• Entries provided
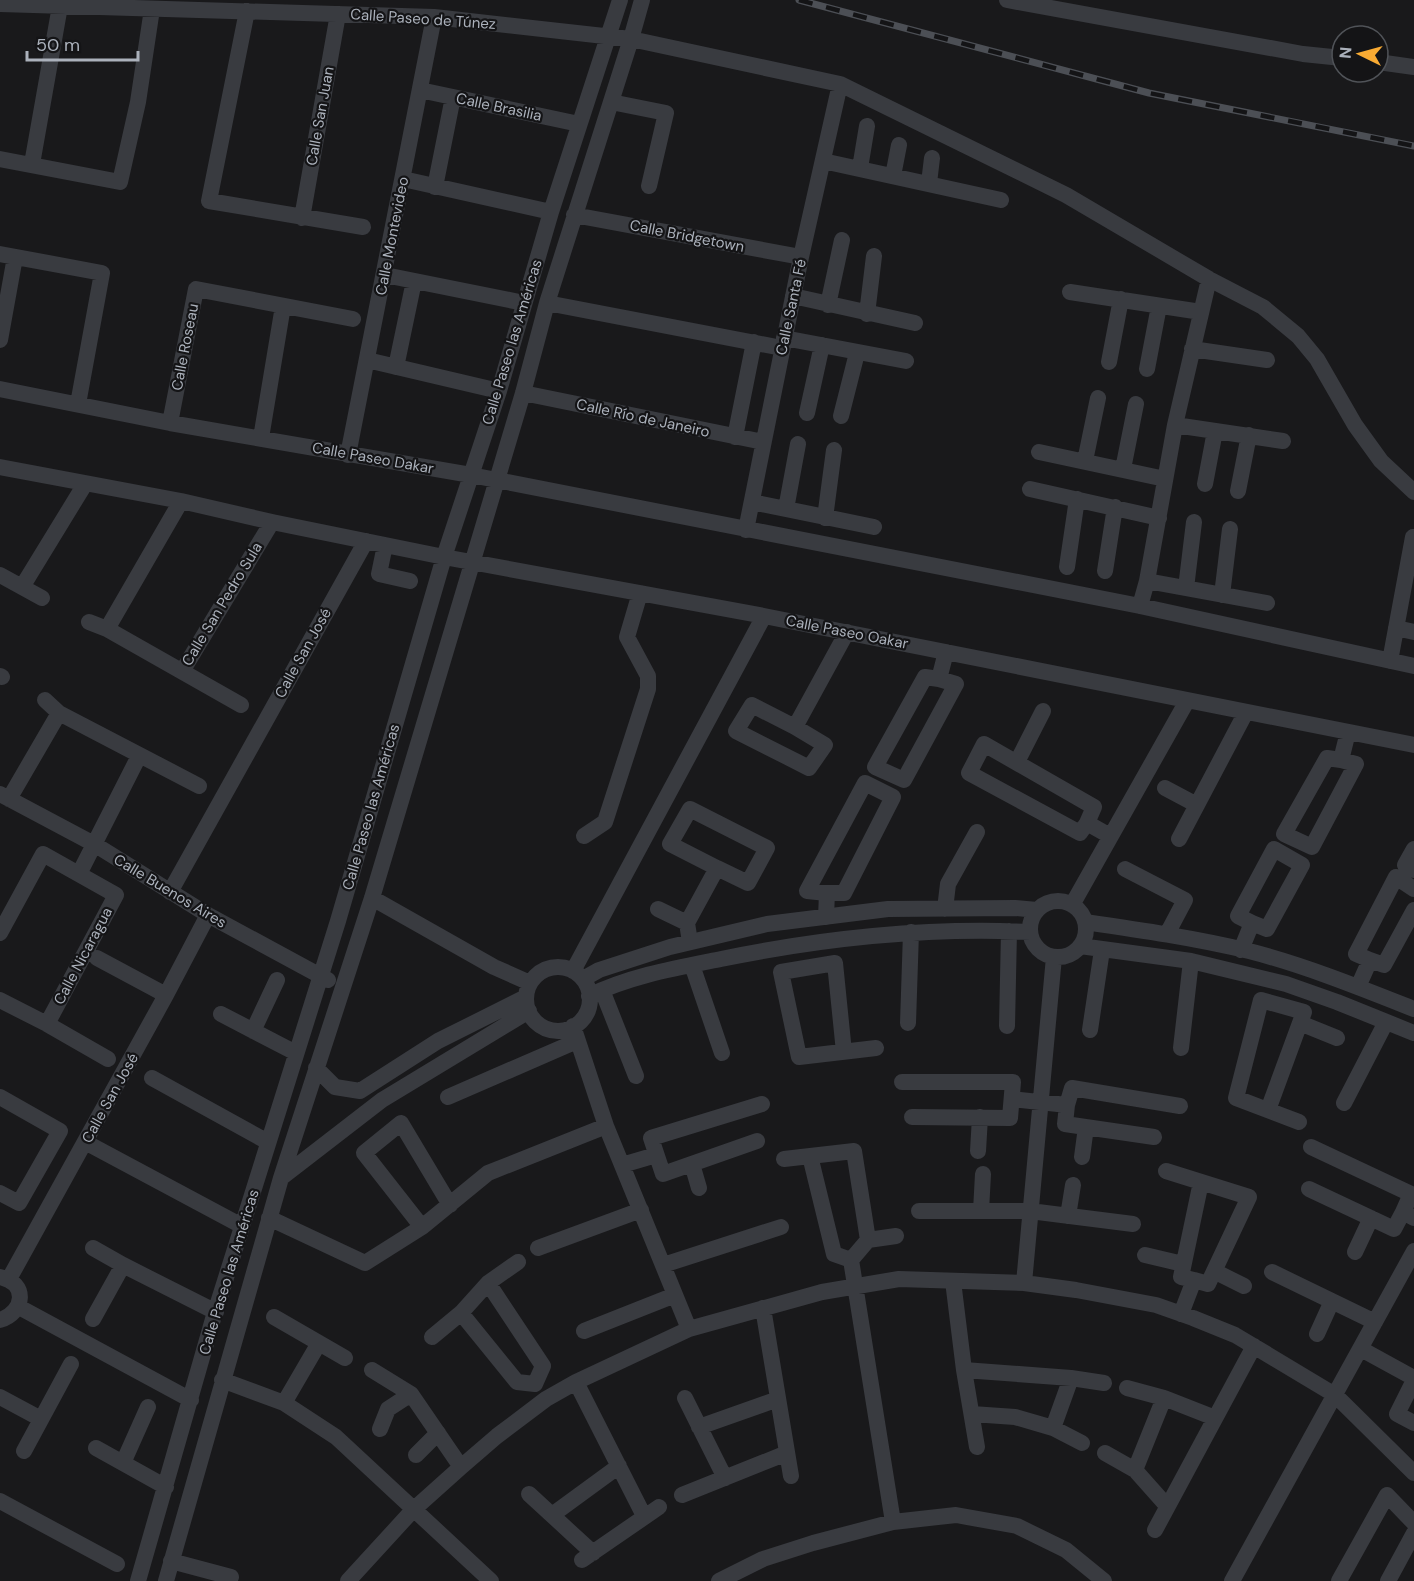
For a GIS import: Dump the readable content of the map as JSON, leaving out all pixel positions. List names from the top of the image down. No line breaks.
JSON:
{"streets":{"street":["Calle Paseo de Túnez","Calle Brasilia","Calle San Juan","Calle Montevideo","Calle Bridgetown","Calle Santa Fé","Calle Paseo las Américas","Calle Roseau","Calle Río de Janeiro","Calle Paseo Dakar","Calle San Pedro Sula","Calle Paseo Oakar","Calle San José","Calle Buenos Aires","Calle Nicaragua"]},"crossings":[["Calle Paseo de Túnez","Calle San Juan"],["Calle Paseo de Túnez","Calle Montevideo"],["Calle Paseo de Túnez","Calle Santa Fé"],["Calle Paseo de Túnez","Calle Paseo las Américas"],["Calle Brasilia","Calle Montevideo"],["Calle Brasilia","Calle Paseo las Américas"],["Calle Montevideo","Calle Paseo Dakar"],["Calle Bridgetown","Calle Santa Fé"],["Calle Bridgetown","Calle Paseo las Américas"],["Calle Santa Fé","Calle Río de Janeiro"],["Calle Santa Fé","Calle Paseo Dakar"],["Calle Paseo las Américas","Calle Río de Janeiro"],["Calle Paseo las Américas","Calle Paseo Dakar"],["Calle Paseo las Américas","Calle Paseo Oakar"],["Calle Paseo las Américas","Calle Buenos Aires"],["Calle Roseau","Calle Paseo Dakar"],["Calle San José","Calle Buenos Aires"]],"scale_bar":"50 m","north":"left"}
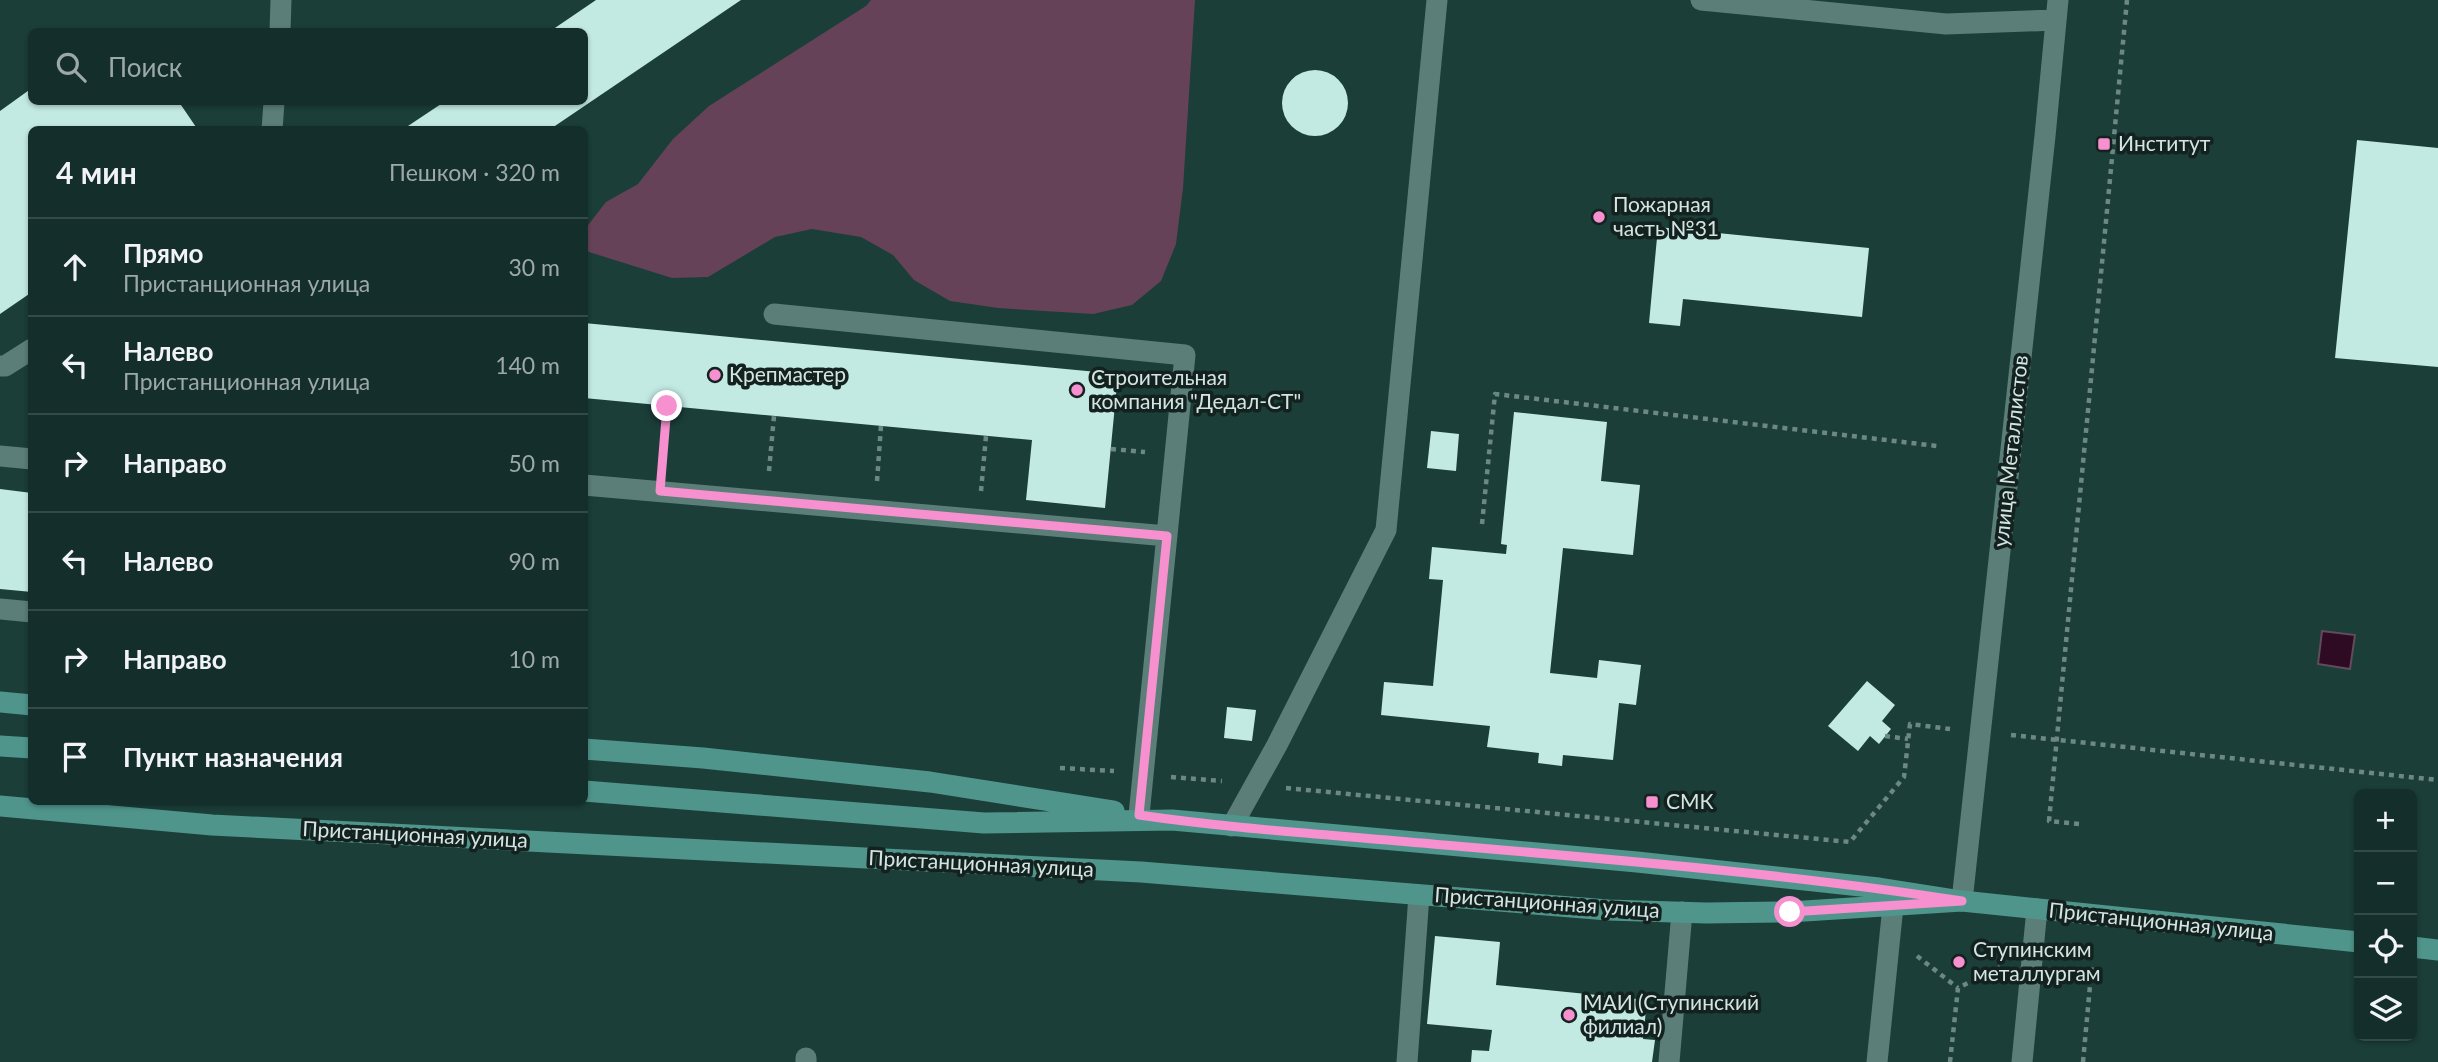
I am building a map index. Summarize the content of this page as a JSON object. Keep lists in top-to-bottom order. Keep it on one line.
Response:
{"streets":{"main road":["Пристанционная улица"],"street":["улица Металлистов"]},"crossings":[["улица Металлистов","Пристанционная улица"]],"places":{"transit":["Институт","СМК"],"other":["Пожарная часть №31","Крепмастер","Строительная компания \"Дедал-СТ\"","Ступинским металлургам","МАИ (Ступинский филиал)"]},"page":{"search":"Поиск","heading":["4 мин","Пешком · 320 m"],"list":[["Прямо","Пристанционная улица","30 m"],["Налево","Пристанционная улица","140 m"],["Направо","50 m"],["Налево","90 m"],["Направо","10 m"],"Пункт назначения"],"map_buttons":["+","−"]}}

• Brief
From the line that contains "I am building" to the last line of the material above, repeat every line exactly, keeping both the first and the last.

• Output for this task
I am building a map index. Summarize the content of this page as a JSON object. Keep lists in top-to-bottom order. Keep it on one line.
Response:
{"streets":{"main road":["Пристанционная улица"],"street":["улица Металлистов"]},"crossings":[["улица Металлистов","Пристанционная улица"]],"places":{"transit":["Институт","СМК"],"other":["Пожарная часть №31","Крепмастер","Строительная компания \"Дедал-СТ\"","Ступинским металлургам","МАИ (Ступинский филиал)"]},"page":{"search":"Поиск","heading":["4 мин","Пешком · 320 m"],"list":[["Прямо","Пристанционная улица","30 m"],["Налево","Пристанционная улица","140 m"],["Направо","50 m"],["Налево","90 m"],["Направо","10 m"],"Пункт назначения"],"map_buttons":["+","−"]}}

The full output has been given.